= Conflict resolution strategy =

Conflict resolution strategies are used in production systems in artificial intelligence, such as in rule-based expert systems, to help in choosing which production rule to fire. The need for such a strategy arises when the conditions of two or more rules are satisfied by the currently known facts.

==Categories==
Conflict resolution strategies fall into several main categories. They each have advantages which form their rationales.

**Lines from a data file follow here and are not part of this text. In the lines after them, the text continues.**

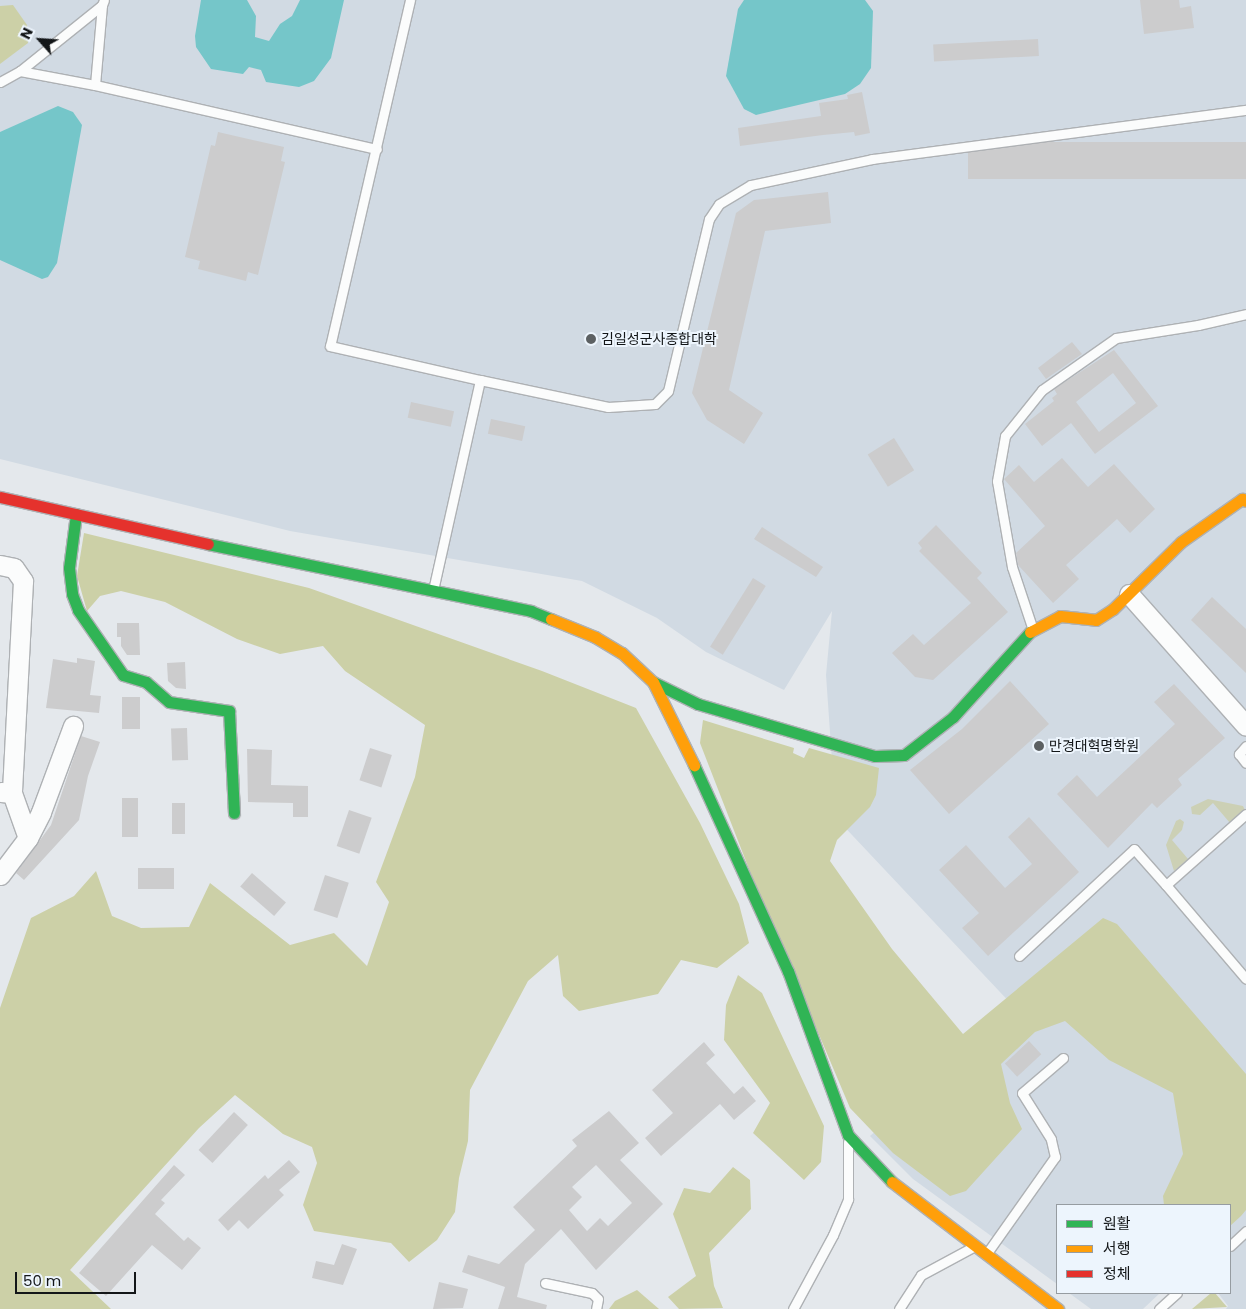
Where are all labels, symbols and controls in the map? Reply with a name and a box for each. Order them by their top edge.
north arrow [15,15,65,65]
text: N [15,24,38,43]
place label: 김일성군사종합대학 [601,331,717,347]
marker: 김일성군사종합대학 [585,333,597,345]
place label: 만경대혁명학원 [1049,738,1139,754]
marker: 만경대혁명학원 [1033,740,1045,752]
legend [1056,1204,1231,1294]
text: 원활 [1103,1213,1131,1234]
text: 서행 [1103,1238,1131,1259]
scale bar [18,1262,139,1294]
text: 정체 [1103,1263,1131,1284]
text: 50 m [23,1270,61,1291]

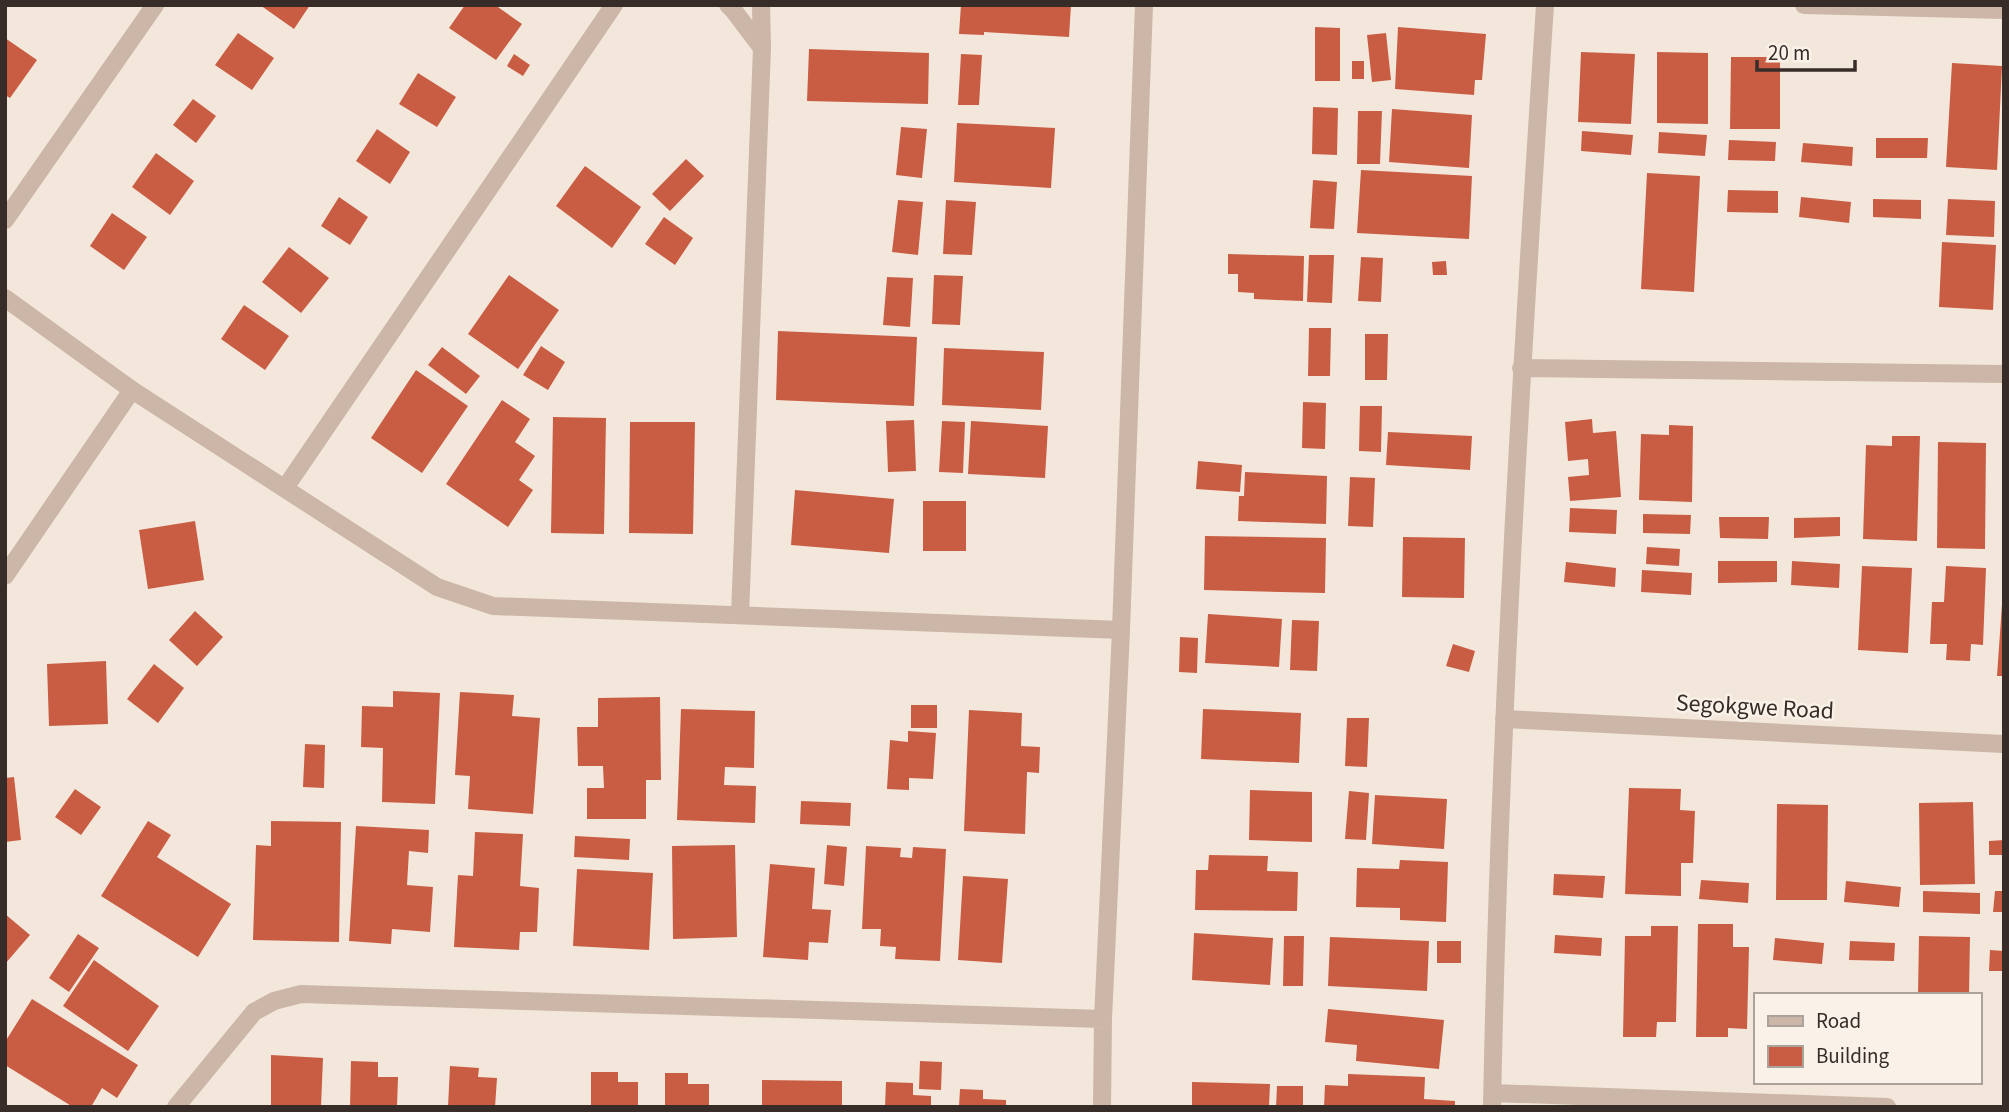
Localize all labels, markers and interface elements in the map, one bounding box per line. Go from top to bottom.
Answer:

1. Specificity - If all of the conditions of two or more rules are satisfied, choose the rule according to how specific its conditions are. It is possible to favor either the more general or the more specific case. The most specific may be identified roughly as the one having the greatest number of preconditions. This usefully catches exceptions and other special cases before firing the more general (default) rules.
2. Recency - When two or more rules could be chosen, favor the one that matches the most recently added facts, as these are most likely to describe the current situation.
3. Not previously used - If a rule's conditions are satisfied, but previously the same rule has been satisfied by the same facts, ignore the rule. This helps to prevent the system from entering infinite loops.
4. Order - Pick the first applicable rule in order of presentation. This is the strategy that Prolog interpreters use by default, but any strategy may be implemented by building suitable rules in a Prolog system.
5. Arbitrary choice - Pick a rule at random. This has the merit of being simple to compute.